Primary/replica status fails to update after Redis Cluster node status change

Redis nodes in a Redis Cluster can change their status from replica to primary and vice versa, when a primary node becomes unavailable. When this happens, StackExchange.Redis seems to fail in updating its knowledge (held in memory?) to match the new primary/replica status in the Redis Cluster. Importantly, this leads to many (1/3 in a Redis cluster with 3 primary and 3 replica nodes?) calls failing due to the following exception: `Command cannot be issued to a replica` (`StackExchange.Redis.RedisCommandException`). This is despite the cluster having returned to a fully functional state with all primary and replica nodes available.
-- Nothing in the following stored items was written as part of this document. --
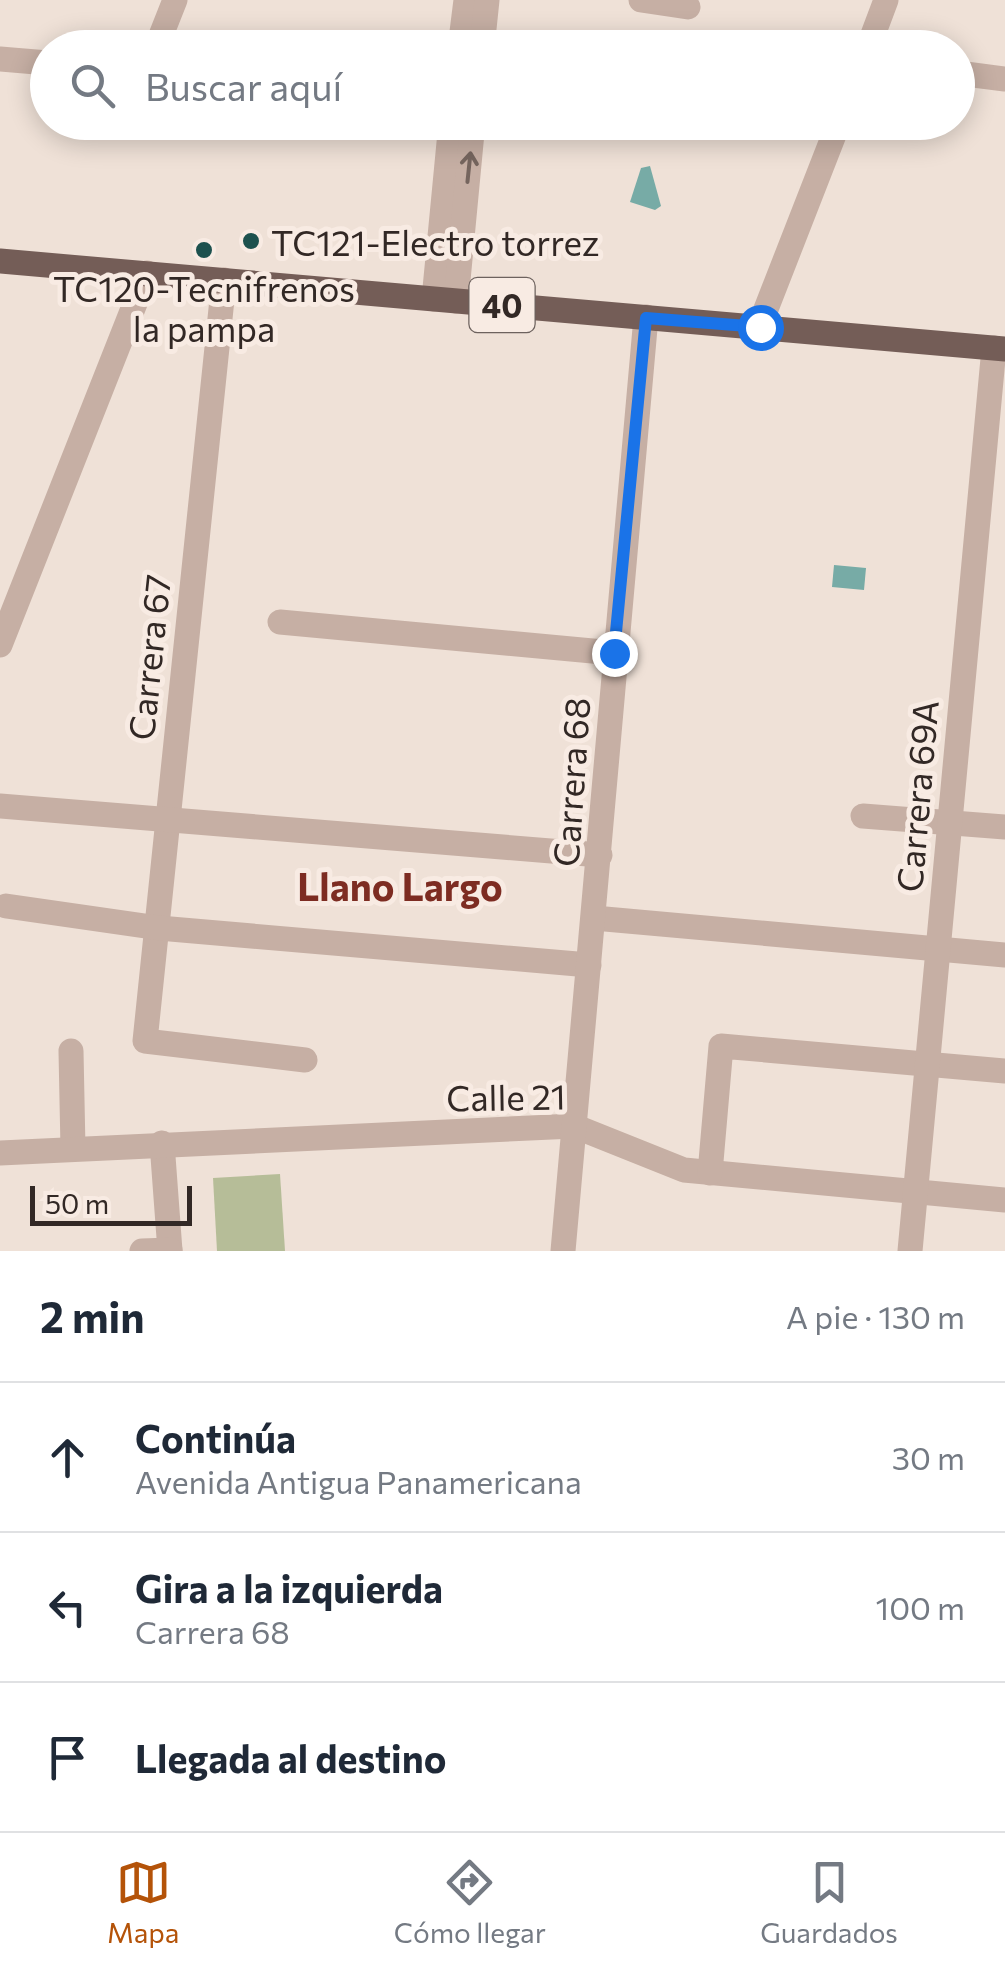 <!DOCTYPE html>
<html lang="es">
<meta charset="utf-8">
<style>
body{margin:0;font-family:Commissioner,sans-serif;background:#f6f6f7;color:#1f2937}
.scale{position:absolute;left:30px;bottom:25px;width:162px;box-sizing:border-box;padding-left:10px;border:5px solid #322825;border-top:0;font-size:28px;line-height:35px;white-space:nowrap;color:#322825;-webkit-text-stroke:8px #f8ebe3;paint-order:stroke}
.stop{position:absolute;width:30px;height:30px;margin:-22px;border:8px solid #1a73e8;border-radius:50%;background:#fff}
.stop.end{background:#1a73e8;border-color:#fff;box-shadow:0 2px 10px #0008}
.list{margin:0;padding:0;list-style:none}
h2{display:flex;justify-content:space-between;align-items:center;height:130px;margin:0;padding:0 40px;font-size:42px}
h2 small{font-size:32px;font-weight:400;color:#747a83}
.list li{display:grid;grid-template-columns:65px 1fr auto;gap:30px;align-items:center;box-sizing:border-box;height:150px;padding:0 40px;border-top:2px solid #e0e1e3}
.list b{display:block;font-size:38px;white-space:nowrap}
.list p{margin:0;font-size:32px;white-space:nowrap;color:#747a83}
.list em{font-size:32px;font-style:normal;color:#747a83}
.icon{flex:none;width:55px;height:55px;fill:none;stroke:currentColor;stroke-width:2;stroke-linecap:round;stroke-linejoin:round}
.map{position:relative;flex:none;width:1005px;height:1251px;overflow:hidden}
.search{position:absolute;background:#fff;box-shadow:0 5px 25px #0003;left:30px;right:30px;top:30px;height:110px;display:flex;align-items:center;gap:25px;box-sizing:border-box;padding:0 35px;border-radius:55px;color:#747a83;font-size:38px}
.sheet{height:580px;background:#fff}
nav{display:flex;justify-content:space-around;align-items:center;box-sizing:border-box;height:140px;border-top:2px solid #e0e1e3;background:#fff;font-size:28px;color:#747a83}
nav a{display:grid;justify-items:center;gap:5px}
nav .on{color:#b45309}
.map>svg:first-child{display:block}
.pitch{fill:#b6bd98}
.water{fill:#77aba6}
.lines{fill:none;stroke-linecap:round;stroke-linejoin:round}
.minor{stroke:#c6afa4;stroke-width:25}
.major{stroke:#745d57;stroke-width:25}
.oneway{stroke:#75655e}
.route{stroke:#1a73e8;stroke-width:12}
.poi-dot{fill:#1d514e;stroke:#f8ebe3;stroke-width:4}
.labels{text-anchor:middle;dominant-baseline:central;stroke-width:10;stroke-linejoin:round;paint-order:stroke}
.shield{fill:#f8ebe3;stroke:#6d625e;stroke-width:2.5}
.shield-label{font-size:32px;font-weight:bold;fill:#322825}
.poi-label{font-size:35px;fill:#322825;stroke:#f8ebe3;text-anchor:start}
.street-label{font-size:35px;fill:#322825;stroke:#f8ebe3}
.neighbourhood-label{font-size:38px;font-weight:bold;fill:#7d2c22;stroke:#f8ebe3}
</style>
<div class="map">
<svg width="1005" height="1251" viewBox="0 0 1005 1251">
<rect width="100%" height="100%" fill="#efe1d7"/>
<!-- pitch -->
<polygon class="pitch" points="280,1174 285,1251 217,1251 213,1178"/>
<!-- water -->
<g class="water">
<polygon points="650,166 661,206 655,210 630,202 641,168"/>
<polygon points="834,565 866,568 864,590 832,587"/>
</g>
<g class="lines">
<!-- minor -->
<g class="minor">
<polyline points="641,0 688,7"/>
<polyline points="156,48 175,0"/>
<polyline points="460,48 466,0"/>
<polyline points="482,48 487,0"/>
<polyline points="868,48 886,0"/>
<polyline points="0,59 48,63"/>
<polyline points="958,73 1005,79"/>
<polyline points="224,280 145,1041 305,1060"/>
<polyline points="434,299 451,122"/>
<polyline points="456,301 473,122"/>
<polyline points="759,327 839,122"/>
<polyline points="280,622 614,653"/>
<polyline points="0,645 147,273"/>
<polyline points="0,806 600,855"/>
<polyline points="863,816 1005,827"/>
<polyline points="6,906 159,928 589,965"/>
<polyline points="594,918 1005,955"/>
<polyline points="71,1051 73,1149"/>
<polyline points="162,1143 170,1251"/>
<polyline points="0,1153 574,1126 684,1170 1005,1200"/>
<polyline points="710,1173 721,1046 1005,1071"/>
<polyline points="142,1251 170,1250"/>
<polyline points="563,1251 646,317"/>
<polyline points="910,1251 994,348"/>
</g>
<!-- major -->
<polyline class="major" points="0,261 1005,349"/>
</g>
<!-- one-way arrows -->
<defs><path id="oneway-shaft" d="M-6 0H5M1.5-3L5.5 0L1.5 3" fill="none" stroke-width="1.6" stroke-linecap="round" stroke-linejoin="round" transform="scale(2.5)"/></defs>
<use class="oneway" href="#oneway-shaft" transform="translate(469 167) rotate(-84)"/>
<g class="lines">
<!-- route -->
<polyline class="route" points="614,653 646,318 760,327"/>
</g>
<!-- markers -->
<g class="poi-dot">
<circle cx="251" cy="241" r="10"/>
<circle cx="204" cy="250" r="10"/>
</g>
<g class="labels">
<!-- shield labels -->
<rect class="shield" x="469.5" y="278" width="65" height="54" rx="8"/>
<g class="shield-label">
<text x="502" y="305">40</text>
</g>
<!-- poi labels -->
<g class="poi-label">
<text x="271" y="241">TC121-Electro torrez</text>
<text x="204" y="287" text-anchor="middle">TC120-Tecnifrenos<tspan x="204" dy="40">la pampa</tspan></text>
</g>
<!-- street labels -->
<g class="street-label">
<text transform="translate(148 657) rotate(-84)">Carrera 67</text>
<text transform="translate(570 782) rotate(-86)">Carrera 68</text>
<text transform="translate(916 796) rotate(-85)">Carrera 69A</text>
<text transform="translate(506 1096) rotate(-1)">Calle 21</text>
</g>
<!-- neighbourhood labels -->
<g class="neighbourhood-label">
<text x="400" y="885">Llano Largo</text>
</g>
</g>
</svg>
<div class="scale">50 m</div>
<div class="stop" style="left:760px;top:327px"></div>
<div class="stop end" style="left:614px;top:653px"></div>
<div class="search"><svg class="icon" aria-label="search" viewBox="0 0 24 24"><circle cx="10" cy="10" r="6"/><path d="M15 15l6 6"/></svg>Buscar aquí</div>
</div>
<section class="sheet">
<h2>2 min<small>A pie · 130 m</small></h2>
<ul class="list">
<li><svg class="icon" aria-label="ahead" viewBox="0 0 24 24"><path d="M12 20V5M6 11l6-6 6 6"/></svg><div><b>Continúa</b><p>Avenida Antigua Panamericana</p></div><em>30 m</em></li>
<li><svg class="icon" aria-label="left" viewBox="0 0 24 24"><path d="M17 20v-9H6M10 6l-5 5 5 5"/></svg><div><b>Gira a la izquierda</b><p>Carrera 68</p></div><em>100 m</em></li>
<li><svg class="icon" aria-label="arrive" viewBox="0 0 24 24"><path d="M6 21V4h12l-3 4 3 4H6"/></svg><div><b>Llegada al destino</b></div></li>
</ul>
</section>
<nav>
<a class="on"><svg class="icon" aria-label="map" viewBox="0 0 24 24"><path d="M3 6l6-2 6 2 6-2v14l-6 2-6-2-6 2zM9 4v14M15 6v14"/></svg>Mapa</a>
<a><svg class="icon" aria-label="directions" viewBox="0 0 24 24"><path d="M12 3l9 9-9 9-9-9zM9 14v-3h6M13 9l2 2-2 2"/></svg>Cómo llegar</a>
<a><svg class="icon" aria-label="saved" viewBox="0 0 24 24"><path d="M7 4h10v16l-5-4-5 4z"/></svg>Guardados</a>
</nav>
This situation where some % of calls fail due to the said exception remains for an indefinite amount of time. One time when the situation was left unhandled manually, it remained approximately for an hour before resolving by itself without a clear trigger why.

The `Command cannot be issued to a replica` exception would be [ExceptionFactory.PrimaryOnly](https://github.com/StackExchange/StackExchange.Redis/blob/84b015e4196875444349b894b5ce51f50d8d33d0/src/StackExchange.Redis/ExceptionFactory.cs#L66C49-L66C57) which according to our stack trace (see below) is thrown by [PhysicalBridge.WriteMessageToServerInsideWriteLock](https://github.com/StackExchange/StackExchange.Redis/blob/84b015e4196875444349b894b5ce51f50d8d33d0/src/StackExchange.Redis/PhysicalBridge.cs#L1538). The exception appears to be thrown by the client library without attempting to call Redis.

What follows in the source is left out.